Biz nelere alışmadık ki…

Elbette bu günlerde geçecek…

Biraz sabır ve metanet lütfen…

UZMANLAR NE DİYOR?

Ercan: Tedirgin olmayın. Bunlar deprem değil. Depremcik…

Prof. Dr. Övgün Ahmet Ercan@ovgunaercan "Kayseri’de küçük DB açılma kırıkları var. Ayrıca Mersin’den gelen sol atımlı Ecemiş ile Divriği’ndan gelen Deliler kırığı Kayseri’de birleşiyor. 

Kayseri, Batıdaki Erkelet-İncesu ile Doğudaki Talas Kırıkları arasında kalıyor. M7,9’un etkisiyle bu kırıklar depremcik üretiyor.

Kayseri dolayında diri kırıklar(MTA) haritası.

Deprem bölgesi çevresindeki kırıklarda M4’den küçük olan depremcikler, gerginlik sonucu irkitilmiş depremciklerdir. Orada büyük bir deprem olacağını göstermez. Tedirgin olmayın.” uyarısında bulundu. 

Jeloji mühendisi Adnan Evsen "İncesu ve Kocasinan ilçelerinde meydana gelen iki ayrı deprem yerin 5 km derinliğinde 3.9 ve 3.1 büyüklüğünde Ecemisy Fayinin alt segmenti olan Yeşilhisar İncesu Erkilet Güneşli hattında meydana gelmiştir. Biz jeoloji mühendisleri için olağan ve beklenen normal kırılmalardır bunlar. Bu şekilde küçük kırılmaların olması enerji birikmesini yoğunlaşması adına arzu edilir.
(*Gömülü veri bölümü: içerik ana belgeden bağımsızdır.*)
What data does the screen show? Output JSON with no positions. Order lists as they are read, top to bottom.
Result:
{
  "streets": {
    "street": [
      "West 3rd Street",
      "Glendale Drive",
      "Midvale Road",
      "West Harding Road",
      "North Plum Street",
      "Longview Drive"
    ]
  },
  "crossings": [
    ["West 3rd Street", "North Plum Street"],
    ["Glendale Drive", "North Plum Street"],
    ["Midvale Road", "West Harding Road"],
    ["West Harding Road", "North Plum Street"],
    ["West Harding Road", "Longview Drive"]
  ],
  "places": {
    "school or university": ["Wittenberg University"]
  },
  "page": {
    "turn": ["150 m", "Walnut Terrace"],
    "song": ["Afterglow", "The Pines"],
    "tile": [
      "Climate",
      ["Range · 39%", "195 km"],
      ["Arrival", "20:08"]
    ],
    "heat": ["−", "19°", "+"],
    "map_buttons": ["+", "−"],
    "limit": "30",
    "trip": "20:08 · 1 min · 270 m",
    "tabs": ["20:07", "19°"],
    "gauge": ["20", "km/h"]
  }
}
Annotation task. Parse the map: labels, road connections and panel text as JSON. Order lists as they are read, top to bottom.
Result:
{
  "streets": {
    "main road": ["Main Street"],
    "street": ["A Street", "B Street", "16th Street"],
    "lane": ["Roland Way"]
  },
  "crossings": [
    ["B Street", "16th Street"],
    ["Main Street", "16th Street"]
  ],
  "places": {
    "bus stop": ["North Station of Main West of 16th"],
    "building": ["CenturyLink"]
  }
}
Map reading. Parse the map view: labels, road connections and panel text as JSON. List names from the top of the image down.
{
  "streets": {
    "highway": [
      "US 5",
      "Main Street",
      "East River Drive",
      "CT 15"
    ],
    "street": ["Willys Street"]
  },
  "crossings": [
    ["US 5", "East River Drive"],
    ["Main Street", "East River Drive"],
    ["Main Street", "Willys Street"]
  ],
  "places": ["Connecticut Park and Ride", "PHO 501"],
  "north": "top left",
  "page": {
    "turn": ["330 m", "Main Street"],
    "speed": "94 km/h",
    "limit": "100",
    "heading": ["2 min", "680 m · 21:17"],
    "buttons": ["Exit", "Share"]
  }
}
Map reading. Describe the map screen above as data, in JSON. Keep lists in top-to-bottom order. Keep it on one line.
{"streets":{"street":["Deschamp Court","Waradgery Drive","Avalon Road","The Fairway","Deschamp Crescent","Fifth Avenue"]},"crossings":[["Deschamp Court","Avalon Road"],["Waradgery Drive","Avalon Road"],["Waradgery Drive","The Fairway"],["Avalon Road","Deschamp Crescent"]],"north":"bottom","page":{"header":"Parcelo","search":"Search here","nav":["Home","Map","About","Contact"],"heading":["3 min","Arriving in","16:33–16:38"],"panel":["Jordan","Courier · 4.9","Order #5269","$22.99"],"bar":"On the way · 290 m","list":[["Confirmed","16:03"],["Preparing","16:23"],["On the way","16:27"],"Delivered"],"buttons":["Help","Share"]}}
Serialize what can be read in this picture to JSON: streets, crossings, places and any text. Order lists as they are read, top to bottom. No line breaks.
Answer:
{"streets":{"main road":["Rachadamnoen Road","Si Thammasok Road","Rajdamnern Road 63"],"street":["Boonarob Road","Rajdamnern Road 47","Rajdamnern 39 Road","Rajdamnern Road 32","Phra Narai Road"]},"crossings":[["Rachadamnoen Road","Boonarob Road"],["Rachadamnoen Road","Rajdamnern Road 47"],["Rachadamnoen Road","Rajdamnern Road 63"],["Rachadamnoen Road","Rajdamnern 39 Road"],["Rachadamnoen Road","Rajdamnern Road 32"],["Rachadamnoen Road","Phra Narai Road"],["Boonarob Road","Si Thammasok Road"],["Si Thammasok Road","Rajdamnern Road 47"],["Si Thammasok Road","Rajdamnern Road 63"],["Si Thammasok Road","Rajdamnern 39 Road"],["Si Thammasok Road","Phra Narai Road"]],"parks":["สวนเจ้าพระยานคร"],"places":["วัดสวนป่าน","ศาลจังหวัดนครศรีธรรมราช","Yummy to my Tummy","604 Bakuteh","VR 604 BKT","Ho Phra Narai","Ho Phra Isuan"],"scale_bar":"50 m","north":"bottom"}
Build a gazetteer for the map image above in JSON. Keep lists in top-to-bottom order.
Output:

Bu depremler yıkıcı olmayan düşük ölçekli depremlerde. Bu büyüklükteki depremler olmaya devam edecektir."

Jeolog.Prof. Dr. Okan Tüysüz "Çok sık sorulan bir soruyu cevaplayayım: Savrun Fayı kırılısa Kayseri ne kadar etkilenir?

1- Savrun fayının boyu 50 km, üretebileceği deprem büyüklüğü 7’dir.

2- Savrun fayının Kayseri'ye an yakın yeri 110 km uzaklıktadır. Tekrarlama aralığı net olarak bilinmemektedir.

3- Bu fay 7 büyüklüğünde deprem üretir ise Kayseri'de beklenen yer ivmesi 0.2 g civarında olur ki bu da kötü inşa edilmiş binalar dışında ciddi hasar yaratmaz

4- Kayseri içerisinde diri fay bulunan bir şehirdir, 1900 öncesi depremlerinden etkilenmiştir, zemini zayıftır.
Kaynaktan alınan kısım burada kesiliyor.